• EXERCISE AIM
Below are the entries; give again exactly the lines from the one mentioning "Annotation task. Convert" through the one mentioning "I am building a map index. Convert", inclusive.
=== LISTED RECORDS ===
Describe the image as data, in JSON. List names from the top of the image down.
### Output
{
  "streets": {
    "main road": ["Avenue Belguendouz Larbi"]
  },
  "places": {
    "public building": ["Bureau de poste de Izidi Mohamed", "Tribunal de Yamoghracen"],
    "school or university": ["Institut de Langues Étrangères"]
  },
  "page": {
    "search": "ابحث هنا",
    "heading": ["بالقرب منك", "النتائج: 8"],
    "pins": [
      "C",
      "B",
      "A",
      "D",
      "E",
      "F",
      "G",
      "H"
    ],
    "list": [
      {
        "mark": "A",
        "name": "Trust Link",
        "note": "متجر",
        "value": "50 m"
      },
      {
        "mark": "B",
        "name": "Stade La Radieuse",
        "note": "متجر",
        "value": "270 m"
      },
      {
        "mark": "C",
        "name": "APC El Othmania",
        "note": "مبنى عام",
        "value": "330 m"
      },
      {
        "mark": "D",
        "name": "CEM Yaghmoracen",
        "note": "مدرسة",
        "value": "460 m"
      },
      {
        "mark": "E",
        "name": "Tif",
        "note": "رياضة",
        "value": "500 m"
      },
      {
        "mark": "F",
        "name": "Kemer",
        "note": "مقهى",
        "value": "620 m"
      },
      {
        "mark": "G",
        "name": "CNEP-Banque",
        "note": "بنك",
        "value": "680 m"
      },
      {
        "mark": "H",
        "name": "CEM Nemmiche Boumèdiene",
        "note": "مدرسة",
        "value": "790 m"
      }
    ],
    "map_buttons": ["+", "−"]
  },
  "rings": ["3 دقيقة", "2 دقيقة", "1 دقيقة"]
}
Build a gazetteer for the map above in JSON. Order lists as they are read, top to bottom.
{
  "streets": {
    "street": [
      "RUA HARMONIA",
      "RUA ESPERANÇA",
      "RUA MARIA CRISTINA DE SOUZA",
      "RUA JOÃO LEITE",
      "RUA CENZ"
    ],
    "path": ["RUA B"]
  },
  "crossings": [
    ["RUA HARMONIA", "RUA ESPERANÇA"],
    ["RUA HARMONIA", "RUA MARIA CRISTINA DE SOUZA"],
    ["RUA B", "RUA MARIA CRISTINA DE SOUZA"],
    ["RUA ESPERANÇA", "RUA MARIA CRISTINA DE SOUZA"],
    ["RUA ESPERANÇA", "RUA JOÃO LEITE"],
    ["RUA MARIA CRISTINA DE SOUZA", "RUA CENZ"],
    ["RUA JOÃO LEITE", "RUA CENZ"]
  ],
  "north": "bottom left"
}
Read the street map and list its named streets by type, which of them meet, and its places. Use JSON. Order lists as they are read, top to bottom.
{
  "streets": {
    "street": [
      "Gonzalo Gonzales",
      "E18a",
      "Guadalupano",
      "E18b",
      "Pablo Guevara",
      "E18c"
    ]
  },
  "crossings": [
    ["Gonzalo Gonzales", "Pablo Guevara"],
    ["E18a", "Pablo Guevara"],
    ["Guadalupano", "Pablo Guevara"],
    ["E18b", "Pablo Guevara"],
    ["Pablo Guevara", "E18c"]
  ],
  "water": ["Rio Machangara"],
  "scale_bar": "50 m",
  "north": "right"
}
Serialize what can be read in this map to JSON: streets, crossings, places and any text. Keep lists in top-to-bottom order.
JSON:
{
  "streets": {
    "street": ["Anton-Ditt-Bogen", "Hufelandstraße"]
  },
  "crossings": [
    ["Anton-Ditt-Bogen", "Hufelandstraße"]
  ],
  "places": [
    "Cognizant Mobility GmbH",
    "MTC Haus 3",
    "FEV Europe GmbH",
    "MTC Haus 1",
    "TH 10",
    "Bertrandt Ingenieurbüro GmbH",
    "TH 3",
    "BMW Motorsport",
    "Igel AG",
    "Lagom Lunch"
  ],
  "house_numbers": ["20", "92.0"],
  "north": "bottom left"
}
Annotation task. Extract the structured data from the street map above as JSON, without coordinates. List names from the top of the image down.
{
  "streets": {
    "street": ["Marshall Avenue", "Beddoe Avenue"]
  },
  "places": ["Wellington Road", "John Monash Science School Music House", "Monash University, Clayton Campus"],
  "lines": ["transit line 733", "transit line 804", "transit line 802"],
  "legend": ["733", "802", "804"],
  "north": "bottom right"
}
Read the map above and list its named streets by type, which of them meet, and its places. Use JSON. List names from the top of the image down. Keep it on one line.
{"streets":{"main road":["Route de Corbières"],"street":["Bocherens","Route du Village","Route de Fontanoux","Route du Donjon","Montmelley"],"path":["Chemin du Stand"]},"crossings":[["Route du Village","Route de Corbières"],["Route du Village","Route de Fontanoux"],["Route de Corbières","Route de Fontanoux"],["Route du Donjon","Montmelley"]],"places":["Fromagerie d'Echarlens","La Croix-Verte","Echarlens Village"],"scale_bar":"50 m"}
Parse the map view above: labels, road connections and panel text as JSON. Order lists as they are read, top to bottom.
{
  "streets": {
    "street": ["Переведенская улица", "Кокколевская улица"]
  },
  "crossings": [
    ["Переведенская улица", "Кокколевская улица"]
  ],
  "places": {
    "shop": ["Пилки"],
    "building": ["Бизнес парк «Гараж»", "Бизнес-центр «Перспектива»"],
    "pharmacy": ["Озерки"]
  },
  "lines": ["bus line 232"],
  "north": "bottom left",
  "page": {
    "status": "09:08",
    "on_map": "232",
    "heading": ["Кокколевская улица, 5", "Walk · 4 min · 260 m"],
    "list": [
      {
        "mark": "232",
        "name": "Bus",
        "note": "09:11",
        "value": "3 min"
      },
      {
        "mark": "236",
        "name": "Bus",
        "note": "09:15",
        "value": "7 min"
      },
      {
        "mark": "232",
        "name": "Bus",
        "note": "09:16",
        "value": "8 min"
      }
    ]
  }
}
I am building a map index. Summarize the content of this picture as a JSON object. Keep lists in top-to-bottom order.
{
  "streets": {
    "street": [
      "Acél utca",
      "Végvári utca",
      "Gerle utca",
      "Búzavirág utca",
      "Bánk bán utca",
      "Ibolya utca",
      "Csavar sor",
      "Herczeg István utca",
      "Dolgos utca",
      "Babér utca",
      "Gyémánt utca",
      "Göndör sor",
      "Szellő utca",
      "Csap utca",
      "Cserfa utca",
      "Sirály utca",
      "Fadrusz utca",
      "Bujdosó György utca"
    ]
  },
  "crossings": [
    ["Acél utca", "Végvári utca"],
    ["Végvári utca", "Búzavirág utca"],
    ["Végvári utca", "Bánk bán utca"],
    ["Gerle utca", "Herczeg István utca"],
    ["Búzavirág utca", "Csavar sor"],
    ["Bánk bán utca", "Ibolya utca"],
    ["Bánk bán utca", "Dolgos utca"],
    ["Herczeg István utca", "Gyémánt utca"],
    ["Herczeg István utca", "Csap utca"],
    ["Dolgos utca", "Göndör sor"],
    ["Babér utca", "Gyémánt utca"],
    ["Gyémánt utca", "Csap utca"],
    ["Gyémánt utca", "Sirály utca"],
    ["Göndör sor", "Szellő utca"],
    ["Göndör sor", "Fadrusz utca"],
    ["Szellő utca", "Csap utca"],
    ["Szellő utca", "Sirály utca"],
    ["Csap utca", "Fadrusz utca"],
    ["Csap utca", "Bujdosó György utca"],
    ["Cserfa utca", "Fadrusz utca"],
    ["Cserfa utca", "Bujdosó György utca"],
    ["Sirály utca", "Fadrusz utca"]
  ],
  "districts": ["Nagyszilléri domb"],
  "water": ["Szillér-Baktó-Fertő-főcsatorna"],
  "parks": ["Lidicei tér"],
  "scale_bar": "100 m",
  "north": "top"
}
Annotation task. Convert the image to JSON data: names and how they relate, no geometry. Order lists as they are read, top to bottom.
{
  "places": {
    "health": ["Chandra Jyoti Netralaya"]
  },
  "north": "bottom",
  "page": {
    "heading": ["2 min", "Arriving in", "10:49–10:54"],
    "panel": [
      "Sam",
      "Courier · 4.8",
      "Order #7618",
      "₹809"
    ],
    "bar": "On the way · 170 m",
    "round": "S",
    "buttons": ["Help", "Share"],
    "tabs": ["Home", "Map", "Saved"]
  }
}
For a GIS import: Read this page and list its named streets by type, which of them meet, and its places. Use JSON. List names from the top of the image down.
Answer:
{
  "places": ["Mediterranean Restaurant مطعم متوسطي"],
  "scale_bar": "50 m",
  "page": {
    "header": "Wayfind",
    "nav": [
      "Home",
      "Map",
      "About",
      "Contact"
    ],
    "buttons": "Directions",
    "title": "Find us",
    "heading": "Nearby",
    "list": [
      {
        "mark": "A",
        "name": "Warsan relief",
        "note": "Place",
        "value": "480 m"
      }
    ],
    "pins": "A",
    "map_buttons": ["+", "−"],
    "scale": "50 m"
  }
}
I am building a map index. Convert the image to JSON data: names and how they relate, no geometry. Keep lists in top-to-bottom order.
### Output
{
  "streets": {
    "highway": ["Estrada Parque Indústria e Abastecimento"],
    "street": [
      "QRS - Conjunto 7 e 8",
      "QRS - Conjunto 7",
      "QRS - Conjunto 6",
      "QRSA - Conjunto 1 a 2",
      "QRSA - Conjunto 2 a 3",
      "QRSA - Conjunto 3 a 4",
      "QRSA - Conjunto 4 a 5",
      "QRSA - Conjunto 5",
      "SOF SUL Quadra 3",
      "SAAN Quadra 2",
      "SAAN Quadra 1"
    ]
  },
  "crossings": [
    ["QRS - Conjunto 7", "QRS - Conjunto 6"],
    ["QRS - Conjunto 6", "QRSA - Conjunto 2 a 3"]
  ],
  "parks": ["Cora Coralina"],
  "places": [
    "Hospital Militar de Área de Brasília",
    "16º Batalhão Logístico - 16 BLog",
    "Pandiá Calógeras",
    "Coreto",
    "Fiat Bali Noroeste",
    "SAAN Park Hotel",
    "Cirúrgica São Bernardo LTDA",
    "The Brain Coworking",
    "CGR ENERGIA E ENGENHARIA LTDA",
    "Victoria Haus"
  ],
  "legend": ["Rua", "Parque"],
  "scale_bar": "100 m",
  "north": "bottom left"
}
===
• ANSWER AREA
Annotation task. Convert the image to JSON data: names and how they relate, no geometry. Order lists as they are read, top to bottom.
{
  "places": {
    "health": ["Chandra Jyoti Netralaya"]
  },
  "north": "bottom",
  "page": {
    "heading": ["2 min", "Arriving in", "10:49–10:54"],
    "panel": [
      "Sam",
      "Courier · 4.8",
      "Order #7618",
      "₹809"
    ],
    "bar": "On the way · 170 m",
    "round": "S",
    "buttons": ["Help", "Share"],
    "tabs": ["Home", "Map", "Saved"]
  }
}
For a GIS import: Read this page and list its named streets by type, which of them meet, and its places. Use JSON. List names from the top of the image down.
Answer:
{
  "places": ["Mediterranean Restaurant مطعم متوسطي"],
  "scale_bar": "50 m",
  "page": {
    "header": "Wayfind",
    "nav": [
      "Home",
      "Map",
      "About",
      "Contact"
    ],
    "buttons": "Directions",
    "title": "Find us",
    "heading": "Nearby",
    "list": [
      {
        "mark": "A",
        "name": "Warsan relief",
        "note": "Place",
        "value": "480 m"
      }
    ],
    "pins": "A",
    "map_buttons": ["+", "−"],
    "scale": "50 m"
  }
}
I am building a map index. Convert the image to JSON data: names and how they relate, no geometry. Keep lists in top-to-bottom order.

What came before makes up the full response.